- **YOUR ASSIGNMENT**: Copy each line below in which the string "background" appears.

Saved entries
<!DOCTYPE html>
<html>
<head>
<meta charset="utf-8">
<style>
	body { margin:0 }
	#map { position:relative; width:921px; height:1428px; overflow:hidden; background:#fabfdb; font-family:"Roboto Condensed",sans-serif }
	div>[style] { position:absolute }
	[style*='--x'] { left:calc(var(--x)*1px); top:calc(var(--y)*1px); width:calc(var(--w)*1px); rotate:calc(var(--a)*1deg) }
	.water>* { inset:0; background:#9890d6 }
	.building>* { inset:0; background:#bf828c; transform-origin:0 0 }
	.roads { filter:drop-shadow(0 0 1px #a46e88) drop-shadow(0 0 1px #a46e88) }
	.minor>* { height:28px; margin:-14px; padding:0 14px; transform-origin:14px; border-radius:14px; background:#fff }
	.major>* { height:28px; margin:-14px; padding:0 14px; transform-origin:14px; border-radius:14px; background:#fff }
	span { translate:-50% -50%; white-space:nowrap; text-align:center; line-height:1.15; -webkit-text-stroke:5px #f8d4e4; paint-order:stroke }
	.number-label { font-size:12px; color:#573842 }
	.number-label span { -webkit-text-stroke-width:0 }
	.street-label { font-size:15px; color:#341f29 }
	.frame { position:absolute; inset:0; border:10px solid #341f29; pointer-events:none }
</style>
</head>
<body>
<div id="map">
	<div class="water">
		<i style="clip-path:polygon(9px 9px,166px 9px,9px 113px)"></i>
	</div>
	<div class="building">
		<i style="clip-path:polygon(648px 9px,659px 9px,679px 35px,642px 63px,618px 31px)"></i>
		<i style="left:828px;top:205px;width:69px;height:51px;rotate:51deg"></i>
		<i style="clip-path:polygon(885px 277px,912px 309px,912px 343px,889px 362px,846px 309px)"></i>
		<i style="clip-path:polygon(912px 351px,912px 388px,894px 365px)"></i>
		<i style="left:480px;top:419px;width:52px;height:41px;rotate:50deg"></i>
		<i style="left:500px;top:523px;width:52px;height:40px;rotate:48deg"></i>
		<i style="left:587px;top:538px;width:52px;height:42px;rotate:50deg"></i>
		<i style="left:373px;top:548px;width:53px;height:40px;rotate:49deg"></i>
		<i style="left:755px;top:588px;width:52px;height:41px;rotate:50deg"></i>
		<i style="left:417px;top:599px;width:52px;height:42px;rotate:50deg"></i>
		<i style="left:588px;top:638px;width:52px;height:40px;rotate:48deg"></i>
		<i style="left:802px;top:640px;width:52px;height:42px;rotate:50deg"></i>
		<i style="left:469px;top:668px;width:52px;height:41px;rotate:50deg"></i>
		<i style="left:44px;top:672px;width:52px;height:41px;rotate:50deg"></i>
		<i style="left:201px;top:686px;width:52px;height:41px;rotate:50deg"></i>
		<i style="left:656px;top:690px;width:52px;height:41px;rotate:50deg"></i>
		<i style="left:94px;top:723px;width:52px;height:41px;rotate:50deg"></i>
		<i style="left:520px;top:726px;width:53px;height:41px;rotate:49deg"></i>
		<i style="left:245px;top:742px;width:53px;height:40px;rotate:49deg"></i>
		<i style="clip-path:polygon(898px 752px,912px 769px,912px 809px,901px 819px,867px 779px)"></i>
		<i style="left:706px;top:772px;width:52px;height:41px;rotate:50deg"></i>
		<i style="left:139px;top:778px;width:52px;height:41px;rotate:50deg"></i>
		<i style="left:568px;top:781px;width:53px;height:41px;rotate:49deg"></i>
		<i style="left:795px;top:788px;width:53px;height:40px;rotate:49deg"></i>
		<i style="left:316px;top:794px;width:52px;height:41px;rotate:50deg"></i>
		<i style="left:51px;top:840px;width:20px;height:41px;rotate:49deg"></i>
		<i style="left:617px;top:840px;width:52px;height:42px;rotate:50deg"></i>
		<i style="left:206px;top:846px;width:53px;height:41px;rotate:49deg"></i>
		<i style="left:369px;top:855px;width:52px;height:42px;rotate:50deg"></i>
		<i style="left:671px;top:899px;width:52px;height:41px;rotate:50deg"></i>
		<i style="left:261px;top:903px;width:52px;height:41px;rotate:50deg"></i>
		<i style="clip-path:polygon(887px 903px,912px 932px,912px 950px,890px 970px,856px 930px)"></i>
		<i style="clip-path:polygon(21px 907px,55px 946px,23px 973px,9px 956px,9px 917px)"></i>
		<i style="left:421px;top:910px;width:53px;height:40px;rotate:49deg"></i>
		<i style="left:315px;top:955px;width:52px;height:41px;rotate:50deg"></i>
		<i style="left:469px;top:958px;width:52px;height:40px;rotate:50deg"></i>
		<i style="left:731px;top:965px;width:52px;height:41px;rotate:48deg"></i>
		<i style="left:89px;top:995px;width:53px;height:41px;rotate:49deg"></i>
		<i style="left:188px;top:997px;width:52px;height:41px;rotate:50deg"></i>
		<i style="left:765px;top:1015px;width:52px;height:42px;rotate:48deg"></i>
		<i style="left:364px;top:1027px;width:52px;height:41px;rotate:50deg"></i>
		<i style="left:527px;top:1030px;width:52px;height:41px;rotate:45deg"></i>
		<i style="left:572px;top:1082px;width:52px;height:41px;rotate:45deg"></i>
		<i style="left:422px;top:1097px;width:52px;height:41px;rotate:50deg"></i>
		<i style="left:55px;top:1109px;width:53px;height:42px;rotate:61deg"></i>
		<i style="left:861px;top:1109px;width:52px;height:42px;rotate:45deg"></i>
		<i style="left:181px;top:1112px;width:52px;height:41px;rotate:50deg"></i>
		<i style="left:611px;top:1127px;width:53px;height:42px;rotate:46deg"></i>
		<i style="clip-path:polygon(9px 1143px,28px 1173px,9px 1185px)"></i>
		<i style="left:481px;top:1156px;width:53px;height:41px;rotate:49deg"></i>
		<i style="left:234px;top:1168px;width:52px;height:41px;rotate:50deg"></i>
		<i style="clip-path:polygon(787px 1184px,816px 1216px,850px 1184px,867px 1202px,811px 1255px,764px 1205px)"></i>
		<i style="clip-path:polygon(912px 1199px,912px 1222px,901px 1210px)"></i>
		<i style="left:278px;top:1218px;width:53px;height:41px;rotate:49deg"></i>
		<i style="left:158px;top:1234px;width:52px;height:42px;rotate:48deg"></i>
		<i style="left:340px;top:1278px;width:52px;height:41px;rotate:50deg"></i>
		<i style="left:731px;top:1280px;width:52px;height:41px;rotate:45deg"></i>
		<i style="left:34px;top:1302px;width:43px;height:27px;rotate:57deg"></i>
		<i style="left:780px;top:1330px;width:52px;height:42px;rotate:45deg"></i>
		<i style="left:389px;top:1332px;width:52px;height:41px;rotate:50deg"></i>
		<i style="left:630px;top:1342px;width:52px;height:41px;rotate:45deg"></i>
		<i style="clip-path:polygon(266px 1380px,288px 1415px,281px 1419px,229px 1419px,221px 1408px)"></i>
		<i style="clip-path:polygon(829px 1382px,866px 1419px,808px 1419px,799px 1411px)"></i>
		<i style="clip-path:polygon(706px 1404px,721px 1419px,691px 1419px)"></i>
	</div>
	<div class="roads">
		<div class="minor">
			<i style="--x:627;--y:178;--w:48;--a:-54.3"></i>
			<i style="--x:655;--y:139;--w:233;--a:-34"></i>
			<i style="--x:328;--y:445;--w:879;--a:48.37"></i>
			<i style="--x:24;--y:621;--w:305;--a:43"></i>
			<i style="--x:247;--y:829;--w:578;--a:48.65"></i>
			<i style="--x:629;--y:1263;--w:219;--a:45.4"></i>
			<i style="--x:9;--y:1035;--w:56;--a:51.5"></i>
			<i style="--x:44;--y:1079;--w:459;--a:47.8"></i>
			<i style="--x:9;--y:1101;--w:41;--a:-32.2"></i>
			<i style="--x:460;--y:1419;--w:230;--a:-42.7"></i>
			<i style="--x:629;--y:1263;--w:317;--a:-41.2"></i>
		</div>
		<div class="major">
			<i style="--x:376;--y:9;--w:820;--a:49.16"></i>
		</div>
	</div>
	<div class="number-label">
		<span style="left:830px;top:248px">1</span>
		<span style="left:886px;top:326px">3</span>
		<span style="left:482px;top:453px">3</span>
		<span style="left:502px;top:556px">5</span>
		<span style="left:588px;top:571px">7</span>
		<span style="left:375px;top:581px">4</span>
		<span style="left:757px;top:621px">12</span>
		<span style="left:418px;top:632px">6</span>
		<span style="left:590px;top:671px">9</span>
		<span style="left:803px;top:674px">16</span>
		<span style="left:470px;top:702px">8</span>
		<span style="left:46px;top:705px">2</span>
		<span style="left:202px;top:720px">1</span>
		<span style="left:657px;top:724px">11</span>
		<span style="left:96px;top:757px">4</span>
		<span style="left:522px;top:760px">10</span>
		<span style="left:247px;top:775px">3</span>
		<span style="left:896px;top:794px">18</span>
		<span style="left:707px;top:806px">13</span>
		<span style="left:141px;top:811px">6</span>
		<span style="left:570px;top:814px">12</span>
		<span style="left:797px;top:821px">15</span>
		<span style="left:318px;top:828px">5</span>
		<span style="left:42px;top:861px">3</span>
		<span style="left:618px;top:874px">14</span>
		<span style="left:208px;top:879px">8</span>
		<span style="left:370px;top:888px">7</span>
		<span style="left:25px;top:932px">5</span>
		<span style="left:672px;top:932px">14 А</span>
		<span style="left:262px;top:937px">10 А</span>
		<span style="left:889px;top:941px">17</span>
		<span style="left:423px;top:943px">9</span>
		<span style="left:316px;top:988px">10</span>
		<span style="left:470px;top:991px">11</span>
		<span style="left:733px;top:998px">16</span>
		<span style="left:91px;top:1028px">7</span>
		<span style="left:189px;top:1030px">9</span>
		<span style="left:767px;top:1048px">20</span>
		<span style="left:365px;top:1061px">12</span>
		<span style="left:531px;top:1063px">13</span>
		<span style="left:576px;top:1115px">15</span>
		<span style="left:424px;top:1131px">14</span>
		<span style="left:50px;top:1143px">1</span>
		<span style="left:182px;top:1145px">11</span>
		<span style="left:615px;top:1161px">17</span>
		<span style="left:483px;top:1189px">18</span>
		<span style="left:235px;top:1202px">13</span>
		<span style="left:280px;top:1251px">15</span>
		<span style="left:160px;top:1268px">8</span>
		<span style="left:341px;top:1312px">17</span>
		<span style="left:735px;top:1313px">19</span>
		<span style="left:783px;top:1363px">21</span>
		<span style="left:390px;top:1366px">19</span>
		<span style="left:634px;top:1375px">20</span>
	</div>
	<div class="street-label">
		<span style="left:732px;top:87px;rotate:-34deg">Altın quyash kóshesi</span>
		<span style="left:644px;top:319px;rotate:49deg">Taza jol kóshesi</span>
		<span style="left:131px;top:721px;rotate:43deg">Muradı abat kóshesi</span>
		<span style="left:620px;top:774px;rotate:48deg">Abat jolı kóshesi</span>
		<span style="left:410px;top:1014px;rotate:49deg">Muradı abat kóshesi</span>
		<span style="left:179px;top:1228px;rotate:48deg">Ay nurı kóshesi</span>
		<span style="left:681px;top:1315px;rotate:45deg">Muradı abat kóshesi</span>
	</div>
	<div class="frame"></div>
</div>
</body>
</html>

- **ANSWER BOX**:
	#map { position:relative; width:921px; height:1428px; overflow:hidden; background:#fabfdb; font-family:"Roboto Condensed",sans-serif }
	.water>* { inset:0; background:#9890d6 }
	.building>* { inset:0; background:#bf828c; transform-origin:0 0 }
	.minor>* { height:28px; margin:-14px; padding:0 14px; transform-origin:14px; border-radius:14px; background:#fff }
	.major>* { height:28px; margin:-14px; padding:0 14px; transform-origin:14px; border-radius:14px; background:#fff }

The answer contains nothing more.